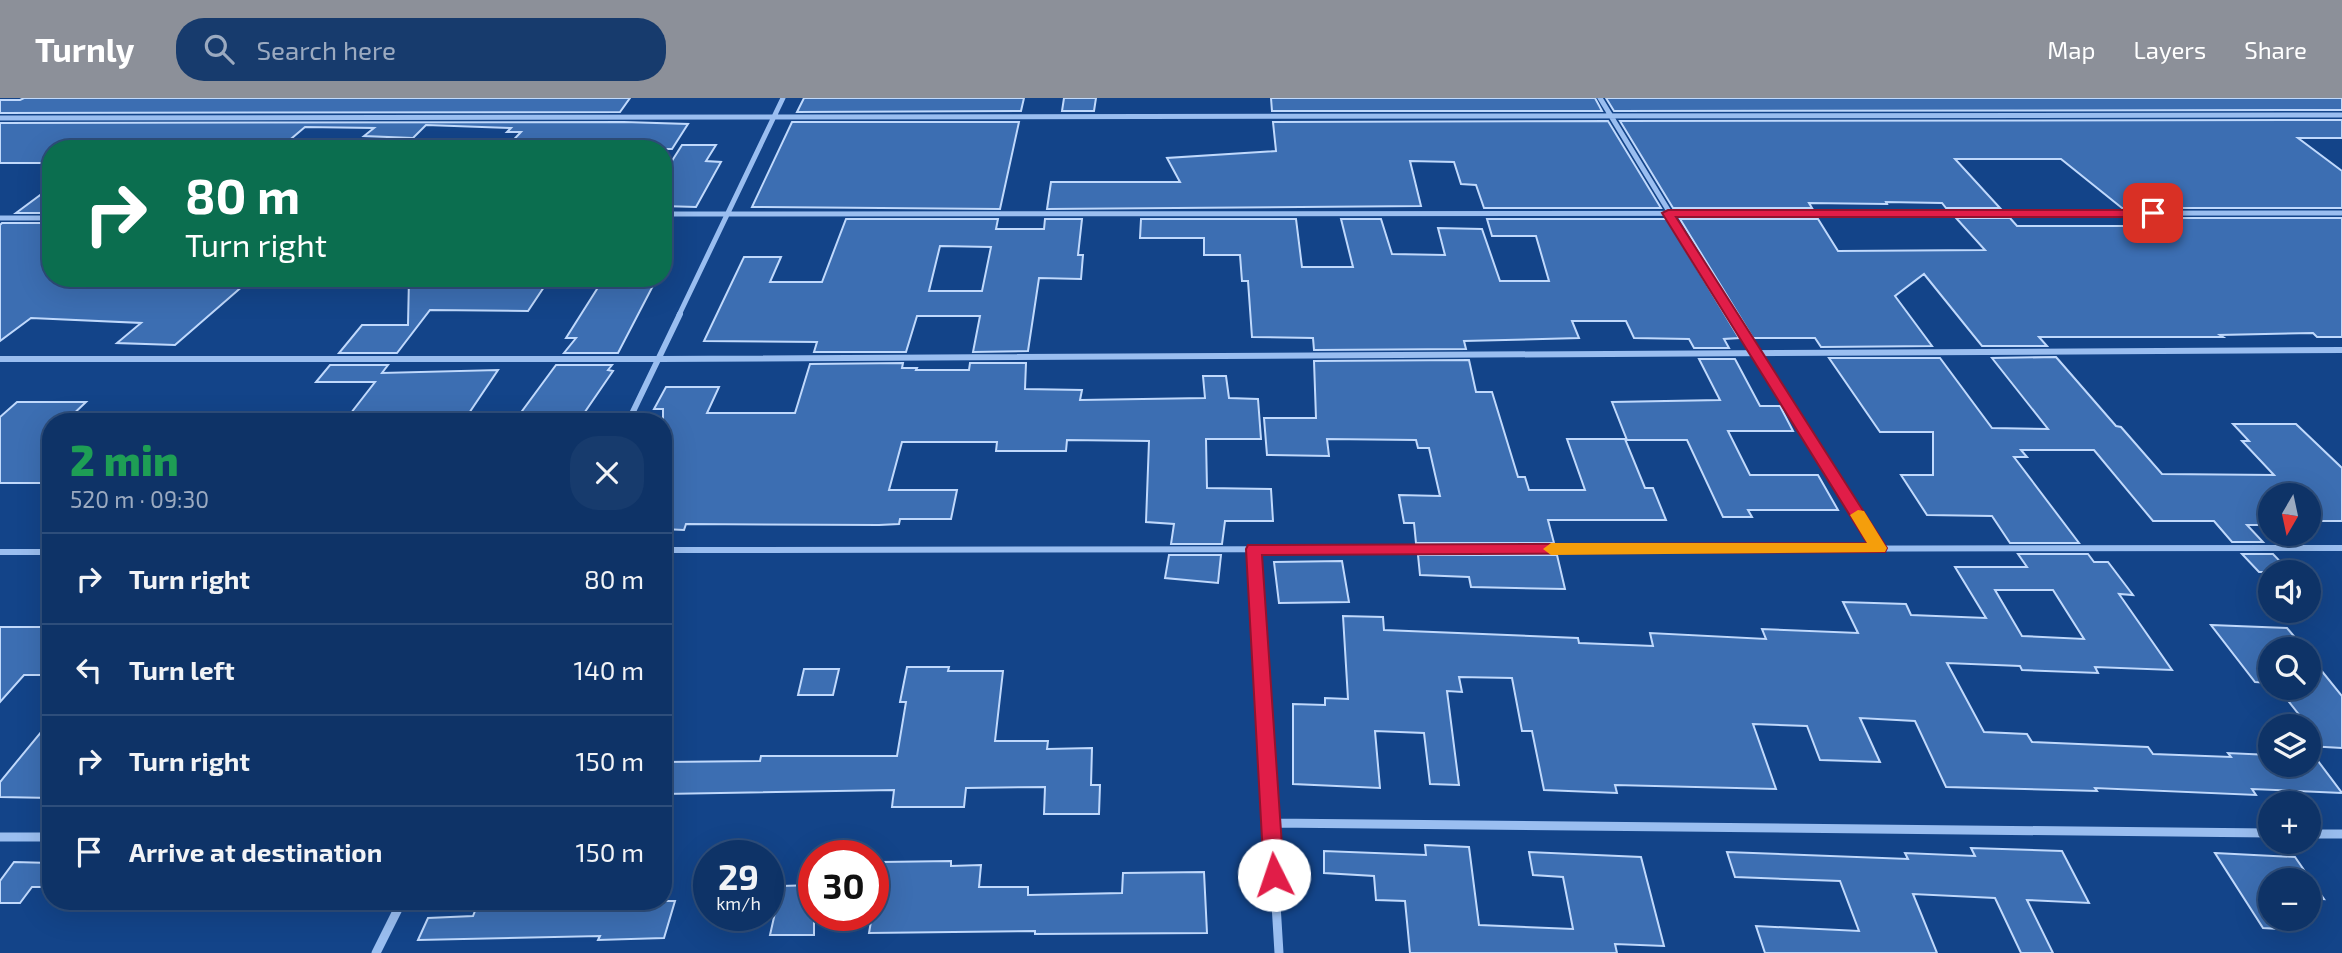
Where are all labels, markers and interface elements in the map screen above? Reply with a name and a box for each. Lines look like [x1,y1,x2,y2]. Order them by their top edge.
---
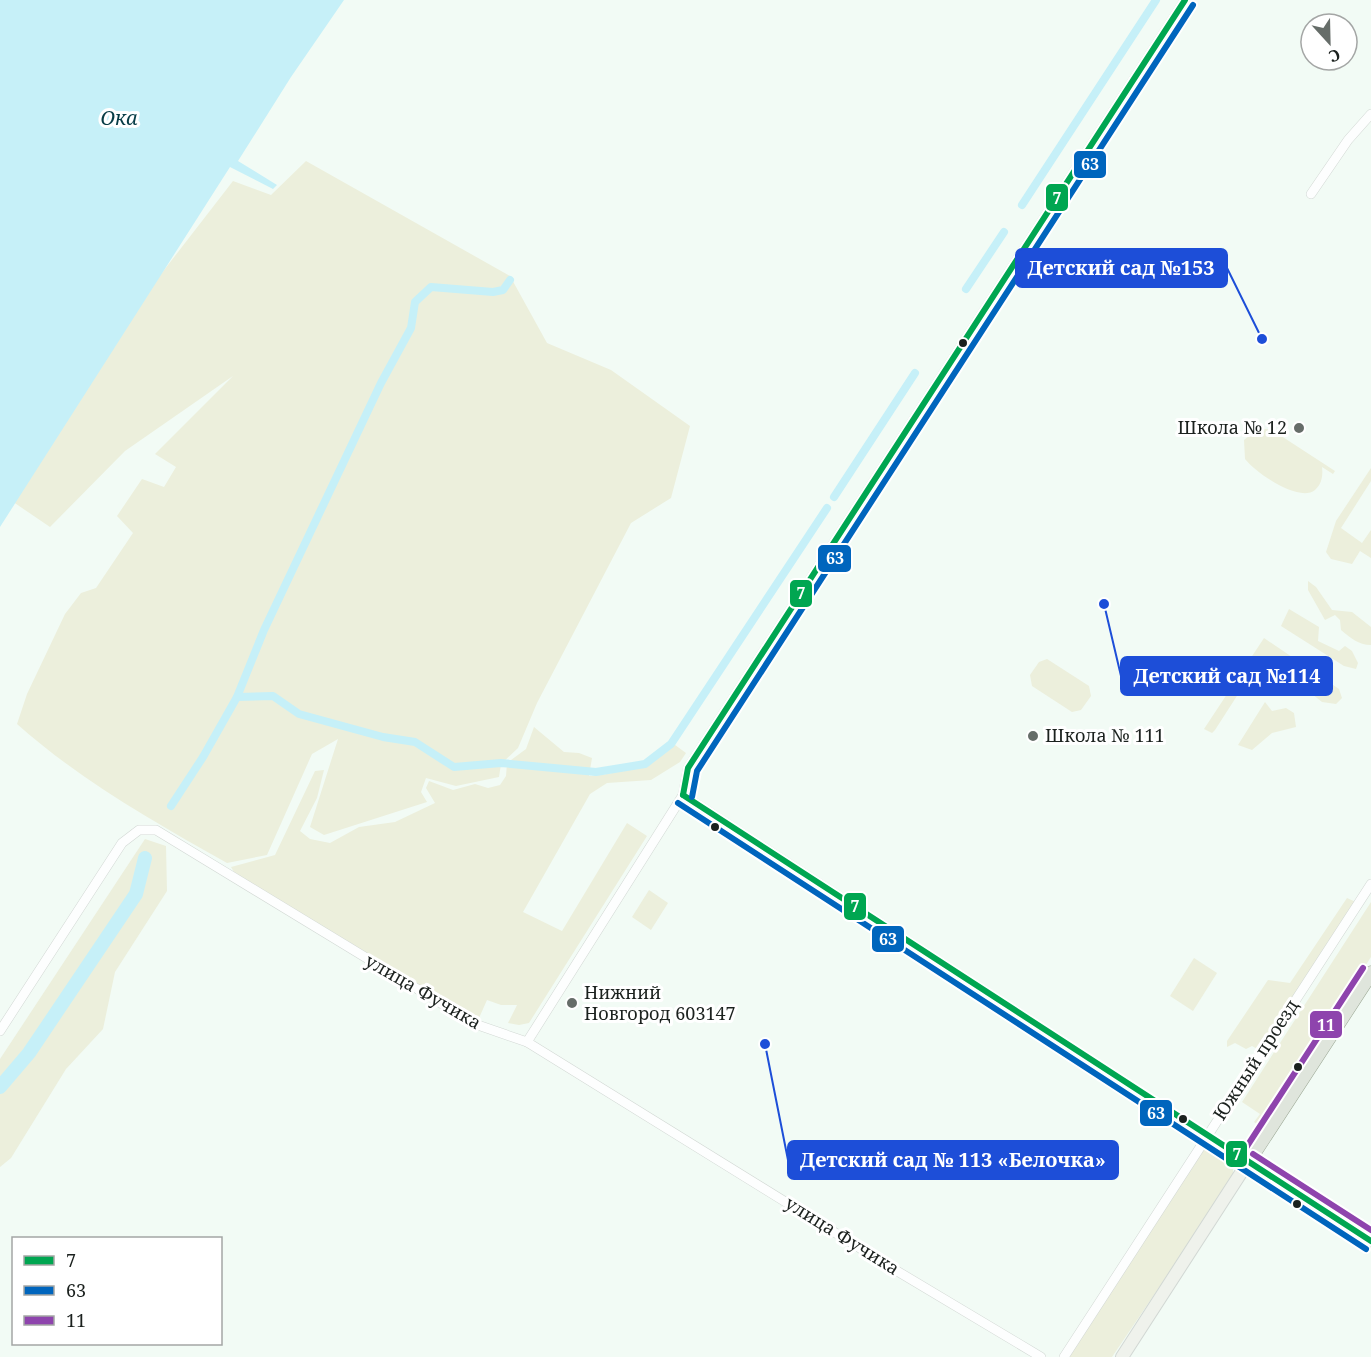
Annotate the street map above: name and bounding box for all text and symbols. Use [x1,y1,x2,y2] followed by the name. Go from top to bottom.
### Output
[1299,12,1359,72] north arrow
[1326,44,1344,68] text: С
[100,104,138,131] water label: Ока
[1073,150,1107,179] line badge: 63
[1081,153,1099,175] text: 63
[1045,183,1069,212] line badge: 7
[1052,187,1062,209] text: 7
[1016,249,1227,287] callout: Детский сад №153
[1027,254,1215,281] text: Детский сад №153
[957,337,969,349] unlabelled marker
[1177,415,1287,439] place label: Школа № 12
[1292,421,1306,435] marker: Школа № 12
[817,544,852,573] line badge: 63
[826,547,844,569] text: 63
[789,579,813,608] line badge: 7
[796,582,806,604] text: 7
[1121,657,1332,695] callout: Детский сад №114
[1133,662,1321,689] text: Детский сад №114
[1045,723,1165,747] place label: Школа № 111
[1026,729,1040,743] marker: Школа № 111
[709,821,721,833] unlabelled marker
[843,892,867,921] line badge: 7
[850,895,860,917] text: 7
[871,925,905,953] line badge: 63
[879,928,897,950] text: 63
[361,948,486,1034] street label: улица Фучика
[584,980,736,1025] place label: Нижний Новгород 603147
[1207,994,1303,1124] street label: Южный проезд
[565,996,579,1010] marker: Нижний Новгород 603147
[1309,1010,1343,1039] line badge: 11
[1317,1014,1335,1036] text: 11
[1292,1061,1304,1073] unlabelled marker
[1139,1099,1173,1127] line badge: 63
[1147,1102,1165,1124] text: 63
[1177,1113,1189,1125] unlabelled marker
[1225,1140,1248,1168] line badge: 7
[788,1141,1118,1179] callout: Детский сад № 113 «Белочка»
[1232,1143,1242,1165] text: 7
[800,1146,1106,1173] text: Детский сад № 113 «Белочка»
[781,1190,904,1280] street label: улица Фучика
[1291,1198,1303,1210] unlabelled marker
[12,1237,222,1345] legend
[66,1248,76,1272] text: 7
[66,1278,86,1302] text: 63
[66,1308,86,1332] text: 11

**WORK ORDER:**
Say how many lines in the records hold "above", with the number as the whole reply.

**ANSWER BOX:**
2